» **The problem**
The listing that follows must be retyped exactly, without its pictures.

» **Supplied information**
******************************
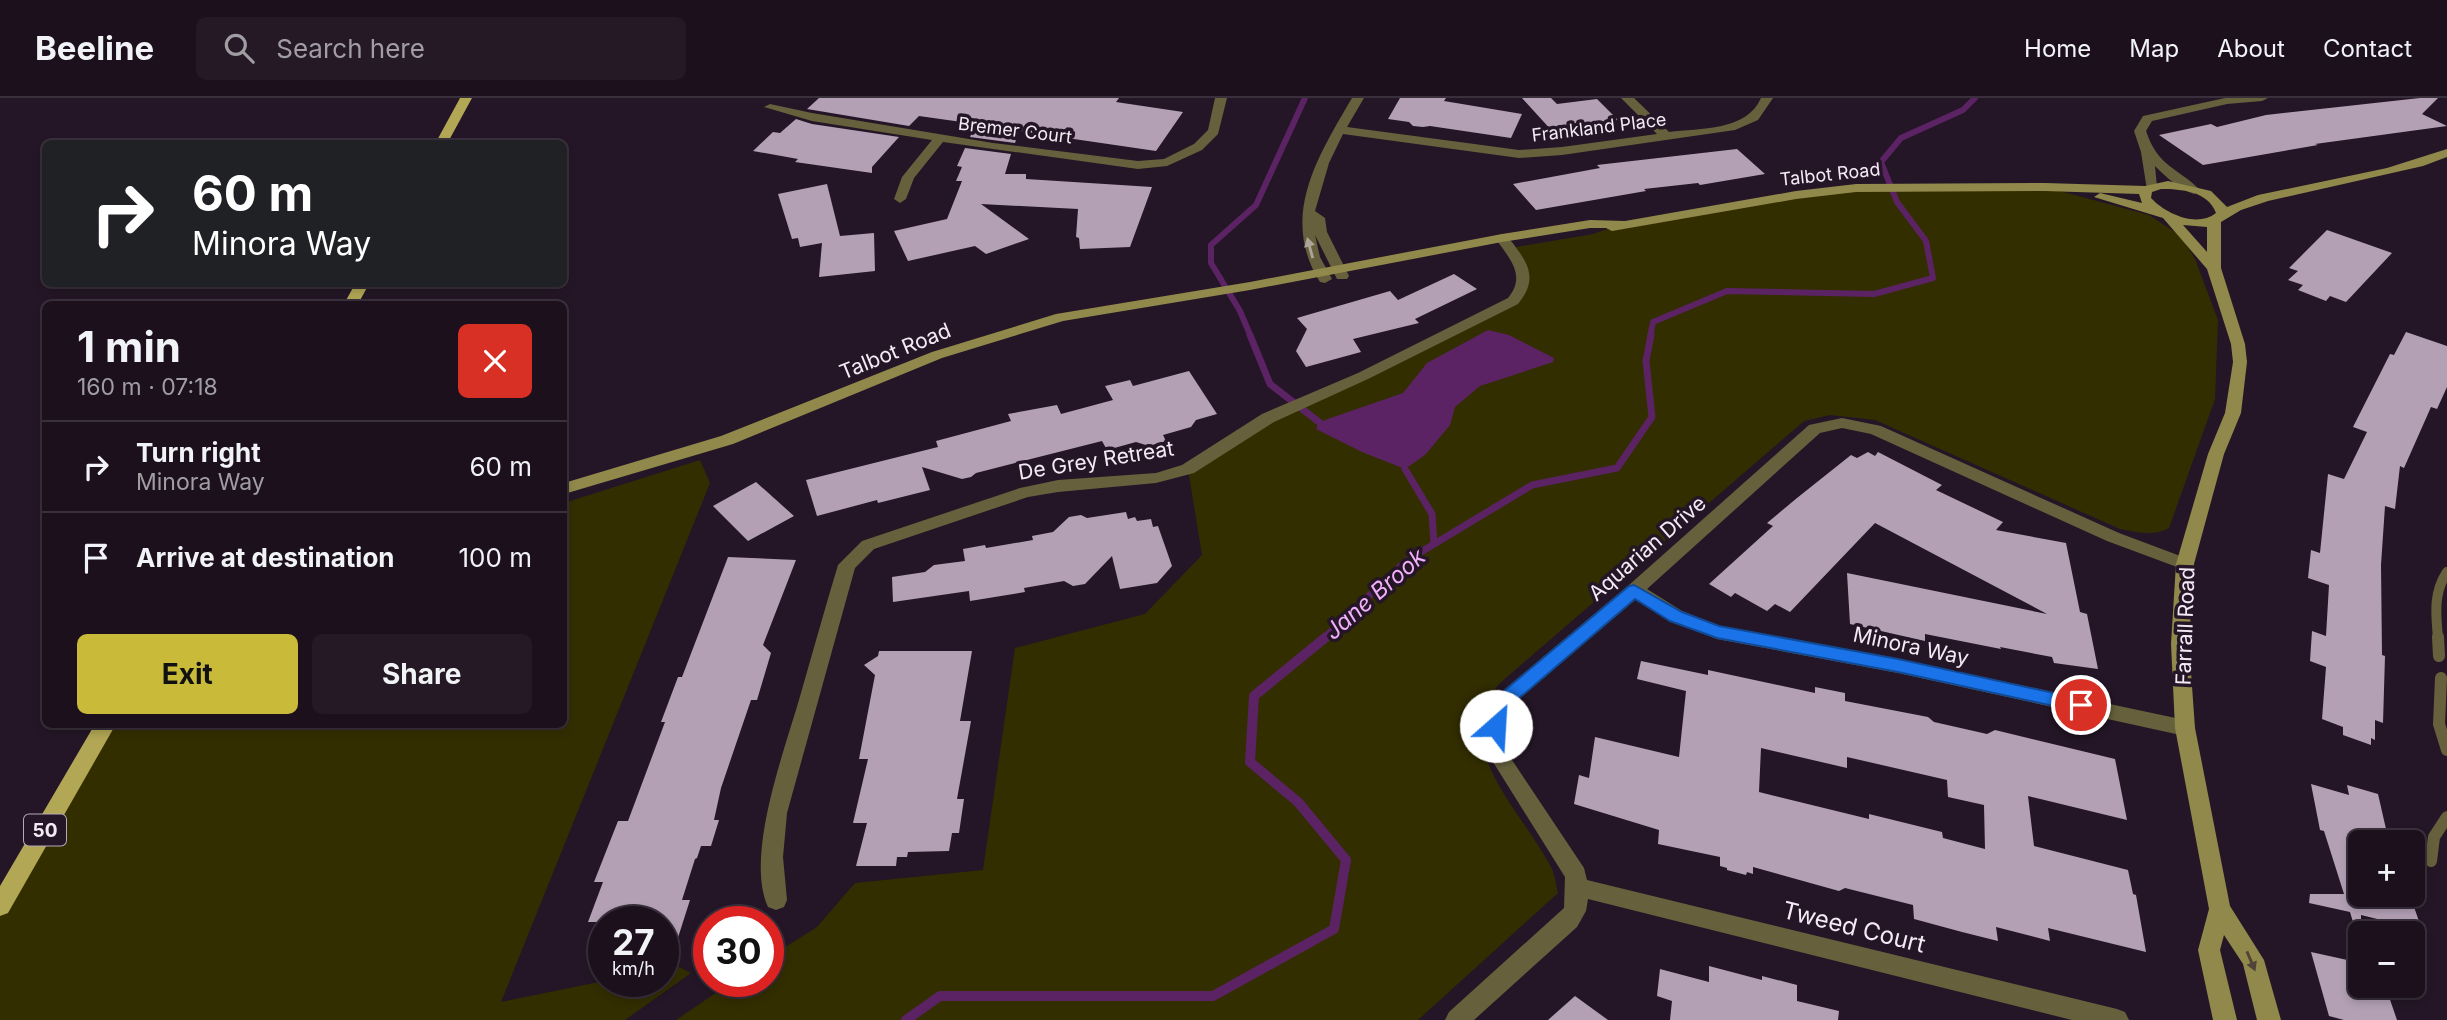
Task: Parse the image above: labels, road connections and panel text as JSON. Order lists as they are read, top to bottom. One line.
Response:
{"streets":{"main road":["Talbot Road","Farrall Road","50"],"street":["Frankland Place","Bremer Court","De Grey Retreat","Aquarian Drive","Minora Way","Tweed Court"]},"crossings":[["Talbot Road","De Grey Retreat"],["Talbot Road","Farrall Road"],["Aquarian Drive","Farrall Road"],["Aquarian Drive","Minora Way"],["Aquarian Drive","Tweed Court"],["Farrall Road","Minora Way"]],"water":["Jane Brook"],"page":{"header":"Beeline","search":"Search here","nav":["Home","Map","About","Contact"],"turn":["60 m","Minora Way"],"heading":["1 min","160 m · 07:18"],"list":[{"name":"Turn right","note":"Minora Way","value":"60 m"},{"name":"Arrive at destination","value":"100 m"}],"buttons":["Exit","Share"],"map_buttons":["+","−"],"speed":"27 km/h","limit":"30"}}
******************************
» **Exercise solution**
Task: Parse the image above: labels, road connections and panel text as JSON. Order lists as they are read, top to bottom. One line.
Response:
{"streets":{"main road":["Talbot Road","Farrall Road","50"],"street":["Frankland Place","Bremer Court","De Grey Retreat","Aquarian Drive","Minora Way","Tweed Court"]},"crossings":[["Talbot Road","De Grey Retreat"],["Talbot Road","Farrall Road"],["Aquarian Drive","Farrall Road"],["Aquarian Drive","Minora Way"],["Aquarian Drive","Tweed Court"],["Farrall Road","Minora Way"]],"water":["Jane Brook"],"page":{"header":"Beeline","search":"Search here","nav":["Home","Map","About","Contact"],"turn":["60 m","Minora Way"],"heading":["1 min","160 m · 07:18"],"list":[{"name":"Turn right","note":"Minora Way","value":"60 m"},{"name":"Arrive at destination","value":"100 m"}],"buttons":["Exit","Share"],"map_buttons":["+","−"],"speed":"27 km/h","limit":"30"}}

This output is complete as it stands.